In The Read-Aloud Handbook, Jim Trelease presents research which identifies reading to your children as an important factor in their preparation for attending college on an academic scholarship. Now that’s food for thought.

Read Aloud Handbook Cover

This summer, I have found an interesting website: 1,000 Books Before Kindergarten. They are actually a non-profit organization, out of Nevada, dedicated to literacy. Besides inspiring articles about the power of reading aloud to your babies, toddlers and preschoolers, the website contains some tools for you to accomplish this worthy goal:

  • log sheets so you can record your 1,000 books as you read them to your children
  • location and contact information for your local library, in case they have partnered with this company to run the program locally
  • the rules – it’s not necessarily 1,000 different titles; you can read the same book twice and it counts as two books, for instance

This site was the impetus I needed to finally catalog our books and our reading efforts. I started keeping track of the library books we check out since May: I started out by writing down the book title and author and a few other details, but that got old after a while. I like busy work only up to a point. I ended up putting a sheet protector in my son’s First Grade Reading binder and I slide our library receipts in it as soon as we get a new receipt.

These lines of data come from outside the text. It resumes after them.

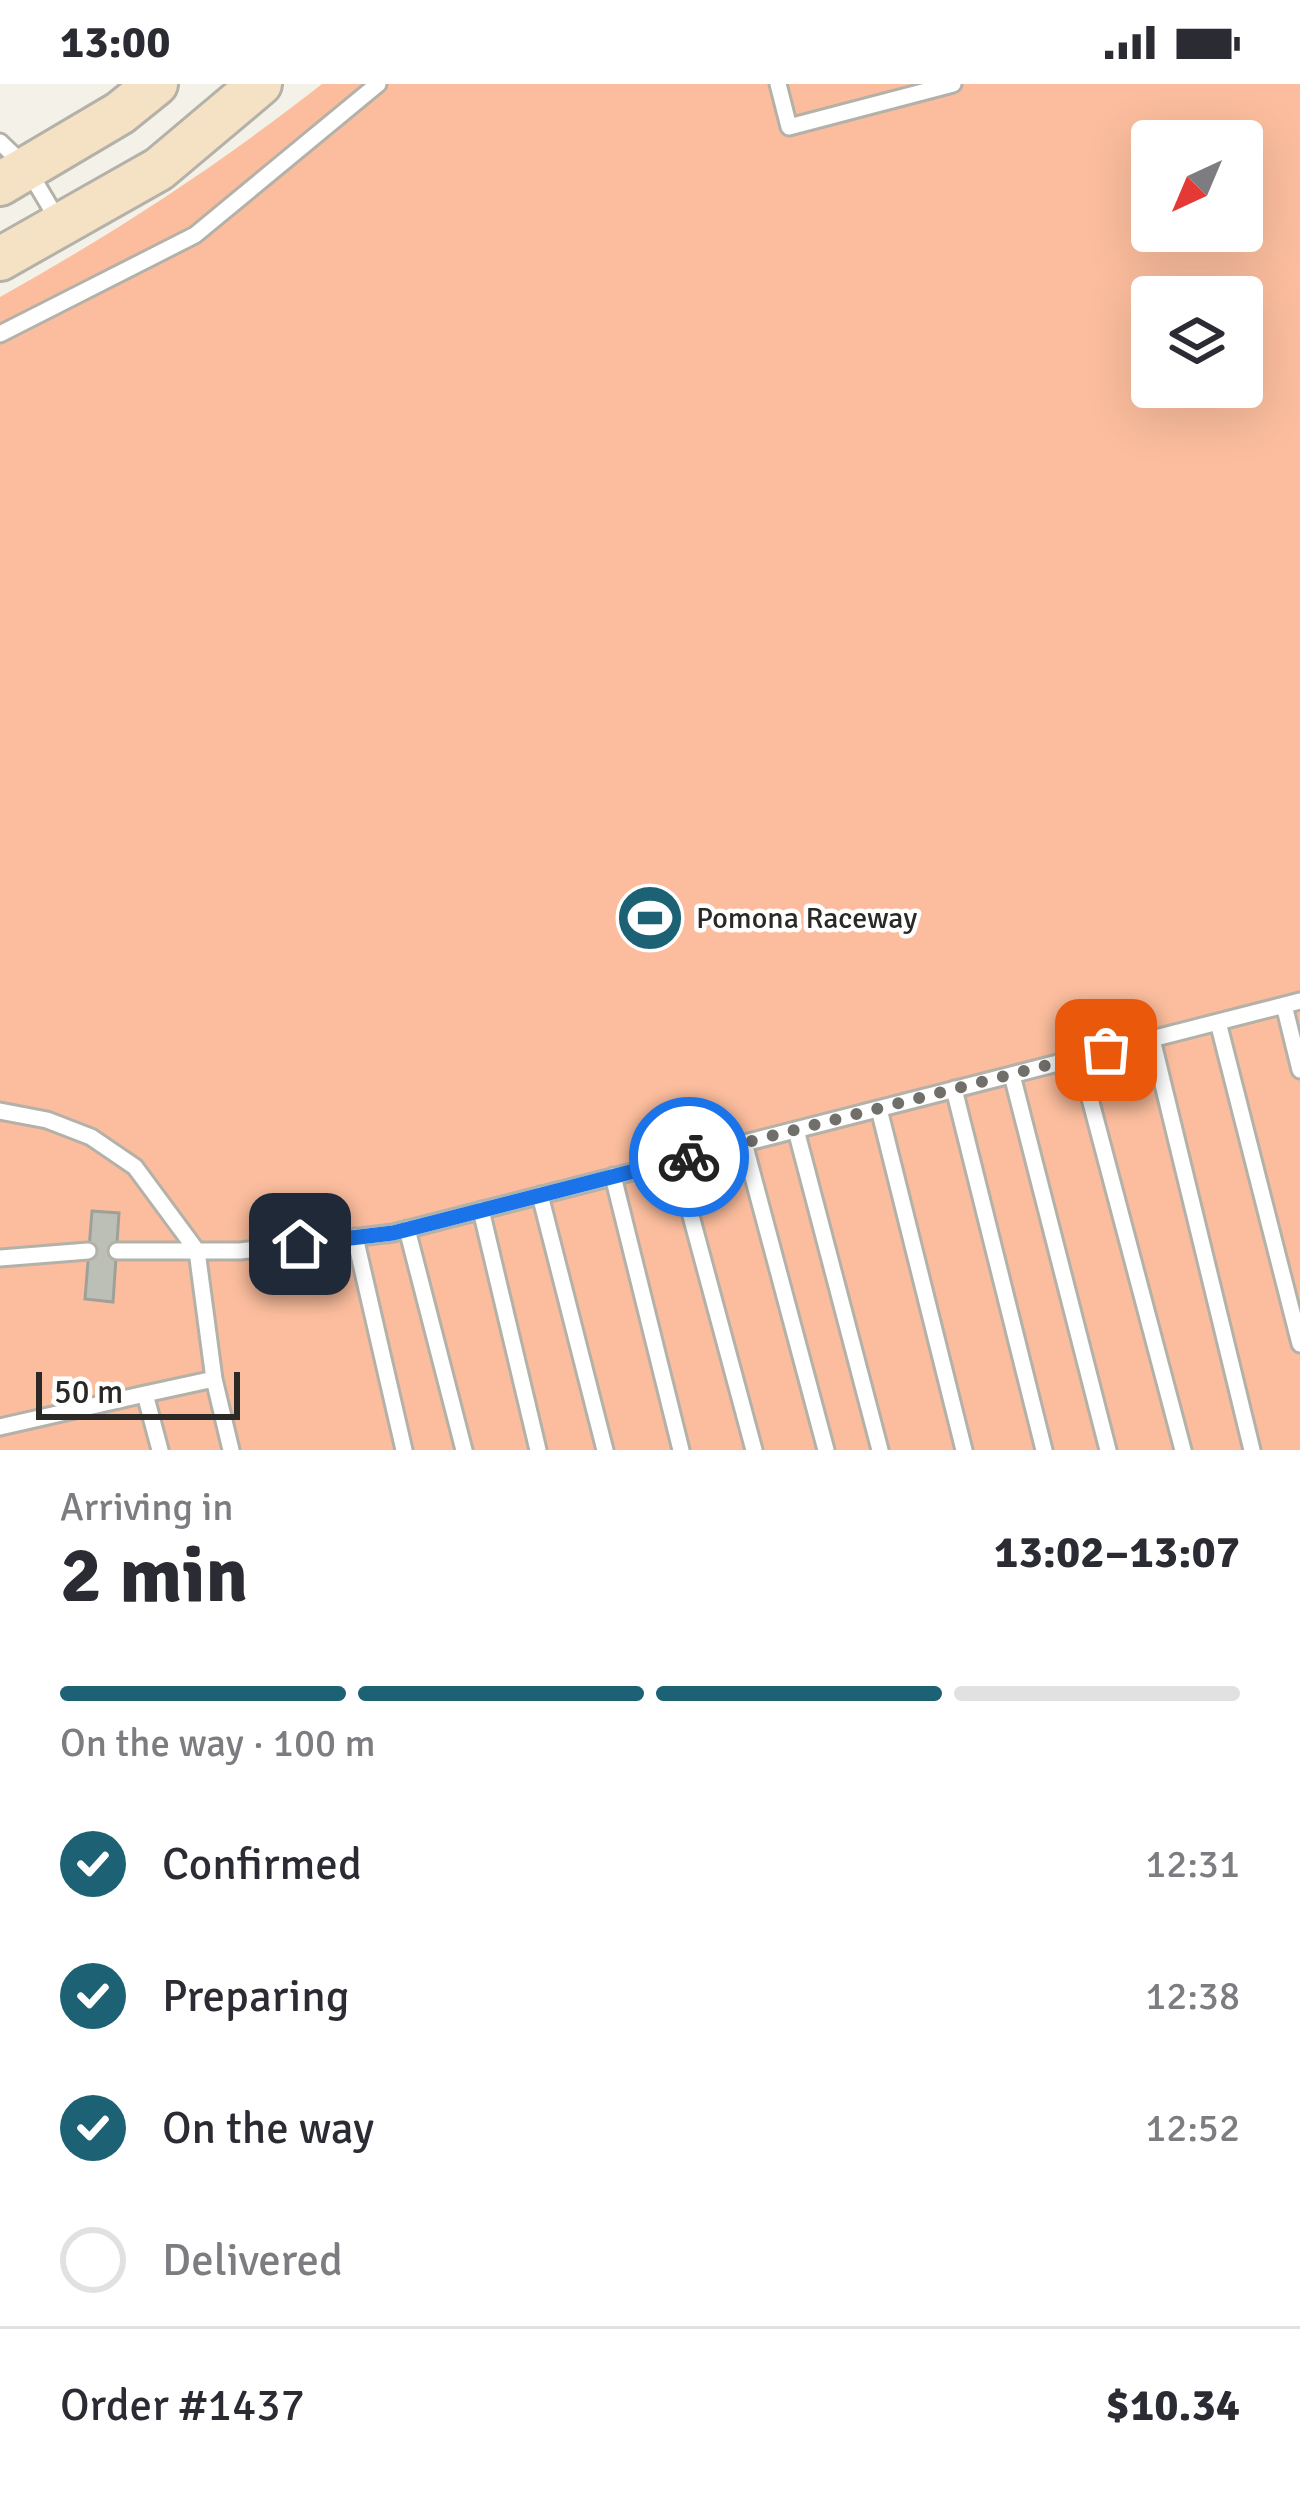 <!DOCTYPE html>
<meta charset="utf-8">
<style>
body{margin:0;font-family:Signika,sans-serif;background:#f7f7f7;color:#2b2b33;height:100vh;display:flex;flex-direction:column;font-size:45px;white-space:nowrap}
*{box-sizing:border-box;margin:0}
p{font-size:39px;color:#7c7c81}
.icon{flex:none;width:66px;height:66px;fill:none;stroke:currentColor;stroke-width:2;stroke-linecap:round;stroke-linejoin:round}
.map{position:relative;height:1366px;overflow:hidden}
.details{display:flex;flex-direction:column;background:#fff;flex:1}
.details>*{flex:none}
.needle{width:78px;rotate:224deg}
.buttons{position:absolute;left:1131px;top:36px;display:grid;gap:24px}
.buttons a{display:grid;place-items:center;width:132px;height:132px;border-radius:12px;background:#fff;box-shadow:0 12px 48px #0002;font-size:60px}
.scale{position:absolute;left:36px;bottom:30px;width:204px;box-sizing:border-box;padding-left:12px;border:6px solid #2a2926;border-top:0;font-size:33px;line-height:42px;white-space:nowrap;color:#2a2926;-webkit-text-stroke:9px #fff;paint-order:stroke}
.pin{position:absolute;display:grid;place-items:center;width:102px;height:102px;color:#fff;margin:-51px;border-radius:24px;box-shadow:0 6px 18px #0006}
.courier{position:absolute;display:grid;place-items:center;width:120px;height:120px;margin:-60px;border:9px solid #1a73e8;border-radius:50%;background:#fff;color:#222;box-shadow:0 3px 15px #0007}
.overview em{font-style:normal;font-weight:800}
.overview div{display:flex;flex-direction:column-reverse}
.overview{display:flex;align-items:center;justify-content:space-between;height:204px;padding:0 60px}
h1{font-size:78px;font-weight:800;line-height:90px}
.bar{display:grid;grid-template-columns:repeat(4,1fr);gap:18px 12px;align-content:center;height:144px;padding:0 60px}
.bar i{height:15px;border-radius:9px;background:#e1e1e2}
.bar .on{background:#1d6274}
.bar p{grid-column:span 4}
.line{display:flex;align-items:center;gap:30px;padding:0 60px;border-top:3px solid #e1e1e2}
.line div{flex:1}
ol{padding:0 60px;list-style:none}
li{display:flex;align-items:center;gap:36px;height:132px}
li p{margin-inline-start:auto}
li .icon{padding:12px;border-radius:50%;background:#1d6274;color:#fff;stroke-width:4}
li:last-child{color:#7c7c81}
li i{width:66px;height:66px;border:6px solid #e1e1e2;border-radius:50%}
.status{display:flex;justify-content:space-between;align-items:center;height:84px;padding:0 60px;background:#fff;direction:ltr}
.status svg{height:33px;fill:currentColor}
.map>svg:first-child{display:block}
.green{fill:#fbbd9d;fill-rule:evenodd}
.building{fill:#bcbfb6;stroke:#9fa198;stroke-width:3}
.lines{fill:none;stroke-linecap:round;stroke-linejoin:round}
.lane-casing{stroke:#b3b1a8;stroke-width:21}
.secondary-casing{stroke:#b3b1a8;stroke-width:48}
.lane{stroke:#fff;stroke-width:15}
.secondary{stroke:#f5e2c5;stroke-width:42}
.done{stroke:#716f6a;stroke-width:12;stroke-dasharray:0 21.6}
.route{stroke:#1a73e8;stroke-width:15}
.labels{text-anchor:middle;stroke-width:9;stroke-linejoin:round;paint-order:stroke}
.poi-label{font-size:30px;fill:#2a2926;stroke:#fff;text-anchor:start}
</style>
<div class="status"><b>13:00</b><svg viewBox="0 0 49 12"><path d="M0 12V9h3v3zM5 12V6h3v6zM10 12V3h3v9zM15 12V0h3v12zM26 1h20v11H26zM47 4h2v5h-2z"/></svg></div>
<div class="map">
<svg width="1300" height="1366" viewBox="0 0 1300 1366">
<rect width="100%" height="100%" fill="#f4f2e8"/>
<!-- green -->
<path class="green" d="M 322,0 L 1300,0 L 1300,1366 L 0,1366 L 0,213 C 113,150 220,80 322,0 ZM 1152,57 L 1242,57 L 1242,147 L 1152,147 ZM 1152,213 L 1242,213 L 1242,303 L 1152,303 Z"/>
<!-- building -->
<path class="building" d="M 92,1127 L 119,1129 L 113,1218 L 85,1215 Z"/>
<g class="lines">
<defs>
<path id="lane" d="M 778,0 L 789,43 L 953,0
M 0,58 L 27,84 L 59,138
M 0,250 L 195,151 L 378,0
M 1284,921 L 1300,986
M 1218,938 L 1300,1260
M 1152,955 L 1252,1366
M 1079,973 L 1183,1366
M 1012,991 L 1108,1366
M 954,1005 L 1044,1366
M 879,1025 L 964,1366
M 0,1027 L 47,1036 L 91,1053 L 135,1083 L 197,1167 L 214,1295 L 231,1366
M 796,1046 L 880,1366
M 744,1059 L 826,1366
M 676,1076 L 754,1366
M 613,1092 L 681,1366
M 540,1111 L 605,1366
M 481,1126 L 538,1366
M 407,1145 L 464,1366
M 355,1153 L 404,1366
M 117,1167 L 240,1167 L 393,1149 L 1300,917
M 0,1174 L 88,1167
M 145,1310 L 214,1295
M 0,1343 L 145,1310 L 160,1366"/>
<path id="secondary" d="M 0,100 L 120,29 L 156,0
M 0,175 L 159,85 L 260,0"/>
</defs>
<!-- lane casing -->
<use href="#lane" class="lane-casing"/>
<!-- secondary casing -->
<use href="#secondary" class="secondary-casing"/>
<!-- lane -->
<use href="#lane" class="lane"/>
<!-- secondary -->
<use href="#secondary" class="secondary"/>
</g>
<g class="lines">
<!-- done -->
<path class="done" d="M 689,1073 L 1106,966"/>
<!-- route -->
<path class="route" d="M 300,1160 L 393,1149 L 689,1073"/>
</g>
<!-- icons -->
<defs>
<symbol id="stadium-disc" viewBox="-11 -11 22 22"><circle r="9.5" fill="#1d6274" stroke="#fff"/><path d="M0-5a6.5 5 0 1 0 0 10a6.5 5 0 1 0 0-10ZM-3.5-1.8h7v3.6h-7Z" fill="#fff"/></symbol>
</defs>
<g fill-rule="evenodd">
<use href="#stadium-disc" x="612" y="796" width="76" height="76"/>
</g>
<g class="labels">
<!-- poi labels -->
<g class="poi-label">
<text x="696" y="844">Pomona Raceway</text>
</g>
</g>
</svg>
<div class="buttons">
<a><svg class="needle" viewBox="-14 -14 28 28"><path d="M0-13l5 13h-10z" fill="#e53935"/><path d="M0 13l5-13h-10z" fill="#7c7c81"/></svg></a>
<a><svg class="icon" aria-label="layers" viewBox="0 0 24 24"><path d="M12 4l9 5-9 5-9-5zM3 14l9 5 9-5"/></svg></a>
</div>
<div class="scale">50 m</div>
<div class="pin" style="left:1106px;top:966px;background:#ea580c"><svg class="icon" aria-label="bag" viewBox="0 0 24 24"><path d="M5 8h14l-1 12H6zM9 8a3 3 0 0 1 6 0"/></svg></div>
<div class="pin" style="left:300px;top:1160px;background:#1f2937"><svg class="icon" aria-label="home" viewBox="0 0 24 24"><path d="M3 11l9-7 9 7M6 9v11h12V9"/></svg></div>
<div class="courier" style="left:689px;top:1073px"><svg class="icon" aria-label="bike" viewBox="0 0 24 24"><circle cx="6" cy="16" r="4"/><circle cx="18" cy="16" r="4"/><path d="M6 16l4-8h5l3 8M10 8l3 8H6M13 5h3"/></svg></div>
</div>
<section class="details">
<div class="overview"><div><h1>2 min</h1><p>Arriving in</p></div><em>13:02–13:07</em></div>
<div class="bar"><i class="on"></i><i class="on"></i><i class="on"></i><i></i><p>On the way · 100 m</p></div>
<ol>
<li><svg class="icon" aria-label="check" viewBox="0 0 24 24"><path d="M5 12l5 5 9-10"/></svg>Confirmed<p>12:31</p></li>
<li><svg class="icon" aria-label="check" viewBox="0 0 24 24"><path d="M5 12l5 5 9-10"/></svg>Preparing<p>12:38</p></li>
<li><svg class="icon" aria-label="check" viewBox="0 0 24 24"><path d="M5 12l5 5 9-10"/></svg>On the way<p>12:52</p></li>
<li><i></i>Delivered</li>
</ol>
<div class="line" style="height:156px"><div>Order #1437</div><b>$10.34</b></div>
</section> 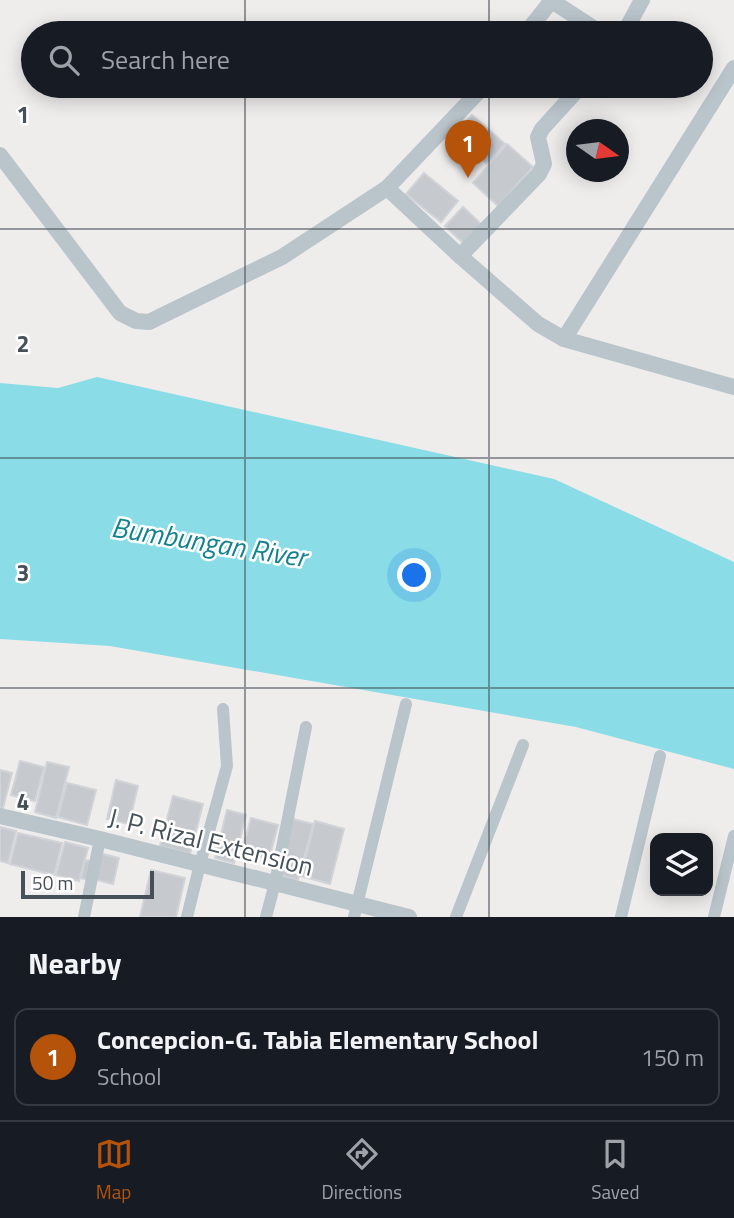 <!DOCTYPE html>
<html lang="en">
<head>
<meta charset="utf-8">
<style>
  body { margin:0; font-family:"Titillium Web",sans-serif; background:#20242c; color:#f1f3f6 }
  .controls { position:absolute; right:21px; bottom:21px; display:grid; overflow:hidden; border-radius:14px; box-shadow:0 4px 18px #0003 }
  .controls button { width:63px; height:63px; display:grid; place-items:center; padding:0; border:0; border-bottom:2px solid #363941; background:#171b24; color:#f1f3f6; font:35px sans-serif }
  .compass { position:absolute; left:566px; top:119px; width:63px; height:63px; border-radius:50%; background:#171b24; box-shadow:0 4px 18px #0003; rotate:104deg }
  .scale { position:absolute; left:21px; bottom:18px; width:133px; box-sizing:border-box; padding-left:7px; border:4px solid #455158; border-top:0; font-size:19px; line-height:24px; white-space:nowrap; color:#455158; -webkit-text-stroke:5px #fff; paint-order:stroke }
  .you { position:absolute; left:415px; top:576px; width:24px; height:24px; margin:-18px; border:5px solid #fff; border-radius:50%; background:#1a73e8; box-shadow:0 0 0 10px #1a73e833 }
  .badge { display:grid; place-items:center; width:46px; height:46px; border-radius:50%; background:#b45309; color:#fff; font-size:23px; font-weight:700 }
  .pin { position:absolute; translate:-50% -58px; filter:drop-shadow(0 2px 4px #0008) }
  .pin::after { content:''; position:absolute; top:37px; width:24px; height:21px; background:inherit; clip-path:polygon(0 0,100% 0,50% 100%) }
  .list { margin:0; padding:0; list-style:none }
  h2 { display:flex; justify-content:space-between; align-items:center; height:91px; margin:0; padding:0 28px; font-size:30px }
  h2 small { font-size:23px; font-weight:400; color:#9ea1a6 }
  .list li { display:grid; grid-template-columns:46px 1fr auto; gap:21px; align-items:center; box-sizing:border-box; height:98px; margin:0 14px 14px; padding:0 14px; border:2px solid #363941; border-radius:14px }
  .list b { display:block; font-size:26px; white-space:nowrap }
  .list p { margin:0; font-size:23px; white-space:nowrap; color:#9ea1a6 }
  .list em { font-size:23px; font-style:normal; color:#9ea1a6 }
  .icon { flex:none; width:38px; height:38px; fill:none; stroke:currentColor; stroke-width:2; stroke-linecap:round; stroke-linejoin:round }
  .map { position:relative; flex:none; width:734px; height:917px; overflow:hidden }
  .search { position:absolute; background:#171b24; box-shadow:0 4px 18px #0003; left:21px; right:21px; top:21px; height:77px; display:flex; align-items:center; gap:18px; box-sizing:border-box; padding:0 24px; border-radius:38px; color:#9ea1a6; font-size:26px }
  .sheet { height:203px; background:#171b24 }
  nav { display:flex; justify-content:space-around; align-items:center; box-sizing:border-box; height:98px; border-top:2px solid #363941; background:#171b24; font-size:19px; color:#9ea1a6 }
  nav a { display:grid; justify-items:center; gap:4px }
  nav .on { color:#b45309 }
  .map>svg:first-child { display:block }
  .water { fill:#8adde6 }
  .building { fill:#c6cacf; stroke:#d0d3d7; stroke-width:2 }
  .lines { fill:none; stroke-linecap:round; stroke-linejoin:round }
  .pedestrian { stroke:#bac5cb; stroke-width:12 }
  .minor { stroke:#bac5cb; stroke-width:16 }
  .grid { fill:none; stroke:#455158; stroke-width:2; stroke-opacity:0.55 }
  .labels { text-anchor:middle; stroke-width:5; stroke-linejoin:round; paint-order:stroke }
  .street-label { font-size:26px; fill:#455158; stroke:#fff }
  .water-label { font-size:28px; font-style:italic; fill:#13828f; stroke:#fff }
  .grid-label { font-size:23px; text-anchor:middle; font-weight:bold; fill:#455158; stroke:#fff; stroke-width:5; stroke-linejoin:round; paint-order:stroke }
</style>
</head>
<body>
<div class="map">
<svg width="734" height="917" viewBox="0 0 734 917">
  <rect width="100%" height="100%" fill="#efecec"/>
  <!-- water -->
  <path class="water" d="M97,377l457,102 180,83v207l-158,-42 -466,-81 -110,-7v-256l58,5z"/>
  <!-- building -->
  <g class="building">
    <path d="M472,115l33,29 -18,20 -32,-30z"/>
    <path d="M507,144l26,23 -35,39 -25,-23z"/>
    <path d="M424,173l34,28 -17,21 -35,-28z"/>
    <path d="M463,207l18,17 -18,19 -18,-17z"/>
    <path d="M20,761l24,6 -9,34 -24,-6z"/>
    <path d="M47,762l22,5 -13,51 -21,-6z"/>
    <path d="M0,770l12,3 -9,35 -3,-1z"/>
    <path d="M116,780l22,6 -9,38 -22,-5z"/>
    <path d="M67,783l29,7 -9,35 -29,-8z"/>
    <path d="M173,796l30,8 -13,50 -30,-8z"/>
    <path d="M227,810l19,5 -12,48 -19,-5z"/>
    <path d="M251,818l27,7 -9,34 -27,-7z"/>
    <path d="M293,819l20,5 -15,56 -20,-5z"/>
    <path d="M315,821l29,8 -14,55 -29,-8z"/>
    <path d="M0,827l16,4 -8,32 -8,-2z"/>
    <path d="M18,833l44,10 -8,32 -44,-11z"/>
    <path d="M65,842l23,6 -9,33 -23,-6z"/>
    <path d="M99,853l20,5 -6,26 -20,-5z"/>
    <path d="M85,860l10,2 -4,19 -10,-3z"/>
    <path d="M151,870l34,8 -9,39h-36z"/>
  </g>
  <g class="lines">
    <!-- pedestrian -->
    <g class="pedestrian">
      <path d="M84,917l16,-78"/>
      <path d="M187,917l13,-53 27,-98 -4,-57"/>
      <path d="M266,917l9,-34 31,-156"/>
      <path d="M354,917l52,-213"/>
      <path d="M456,917l67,-172"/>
      <path d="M621,917l39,-161"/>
      <path d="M714,917l20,-81"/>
    </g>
    <!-- minor -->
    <g class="minor">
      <path d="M552,1l49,32"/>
      <path d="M526,33l26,-33"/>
      <path d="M624,33l18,-33"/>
      <path d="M0,155l120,158 16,8 13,1 133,-65 105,-69 97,-102"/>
      <path d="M387,188l73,68 78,68 26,15 170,48"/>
      <path d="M460,256l79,-82 5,-10 -6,-27 4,-8 39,-43"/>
      <path d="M564,339l170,-271"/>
      <path d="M0,816l100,23 309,78"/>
    </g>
  </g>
  <!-- grid -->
  <path class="grid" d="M245,0v33M489,0v33M245,86v831M489,86v831M0,229h734M0,458h734M0,688h734"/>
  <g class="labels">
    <!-- street labels -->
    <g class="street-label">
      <text transform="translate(211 842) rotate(14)" y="9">J. P. Rizal Extension</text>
    </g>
    <!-- water labels -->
    <g class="water-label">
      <text transform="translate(209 542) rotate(9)" y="10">Bumbungan River</text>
    </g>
  </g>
  <g class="grid-label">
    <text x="23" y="123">1</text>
    <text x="23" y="352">2</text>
    <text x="23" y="581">3</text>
    <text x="23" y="810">4</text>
  </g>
</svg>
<div class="controls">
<button><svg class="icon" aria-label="layers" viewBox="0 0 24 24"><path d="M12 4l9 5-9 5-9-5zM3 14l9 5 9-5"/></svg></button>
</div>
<svg class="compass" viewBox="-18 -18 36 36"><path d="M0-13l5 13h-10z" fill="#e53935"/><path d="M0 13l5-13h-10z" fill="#9ea1a6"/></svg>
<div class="scale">50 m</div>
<div class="you"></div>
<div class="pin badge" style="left:468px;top:178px">1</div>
<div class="search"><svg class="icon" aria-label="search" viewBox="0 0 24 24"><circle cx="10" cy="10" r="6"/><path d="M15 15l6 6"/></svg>Search here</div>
</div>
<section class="sheet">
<h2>Nearby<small></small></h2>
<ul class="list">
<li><span class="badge">1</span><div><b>Concepcion-G. Tabia Elementary School</b><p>School</p></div><em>150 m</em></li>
</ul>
</section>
<nav>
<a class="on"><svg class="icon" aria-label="map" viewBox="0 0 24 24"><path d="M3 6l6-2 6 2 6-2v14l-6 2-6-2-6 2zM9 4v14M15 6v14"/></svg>Map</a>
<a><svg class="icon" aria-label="directions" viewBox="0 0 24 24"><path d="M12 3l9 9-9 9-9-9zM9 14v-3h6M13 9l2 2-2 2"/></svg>Directions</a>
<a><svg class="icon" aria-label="saved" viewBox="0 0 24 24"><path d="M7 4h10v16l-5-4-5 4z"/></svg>Saved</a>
</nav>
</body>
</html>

As I filled out the log sheets for my children, I came to the conclusion that we may have read 1,000 different titles before my son started kindergarten at home last fall. Here’s the math:

  • 335 English children’s books we own in our library (I KNOW we read them all, each at least five times)
  • 50 children’s books we own in Romanian and French (again, I KNOW we read them all, at least five times each)
  • 100 library books we read since May (at least twice each)
  • 100 books we received from a neighbor whose children have outgrown them (still working on those)
  • 75 books per year x 6 years (since my son was born) = 450 (this is an estimate and my husband thinks it’s on the low end :))
  • 30+ books from the recommended preschool reading list
  • 25+ books from Before Five in A Row

Of course, we have read each title at least twice to our children.

It’s not that hard to read this much. One book per day is 365 books a year. Let’s say you take a day off every week. Even so, you should be able to read over 300 books per year to your preschooler.

If you go to the library twice a month and max out your card and that of your husband and that of your child, you should not even have to spend money on books at all the reach this goal. It does not take money. It takes dedication.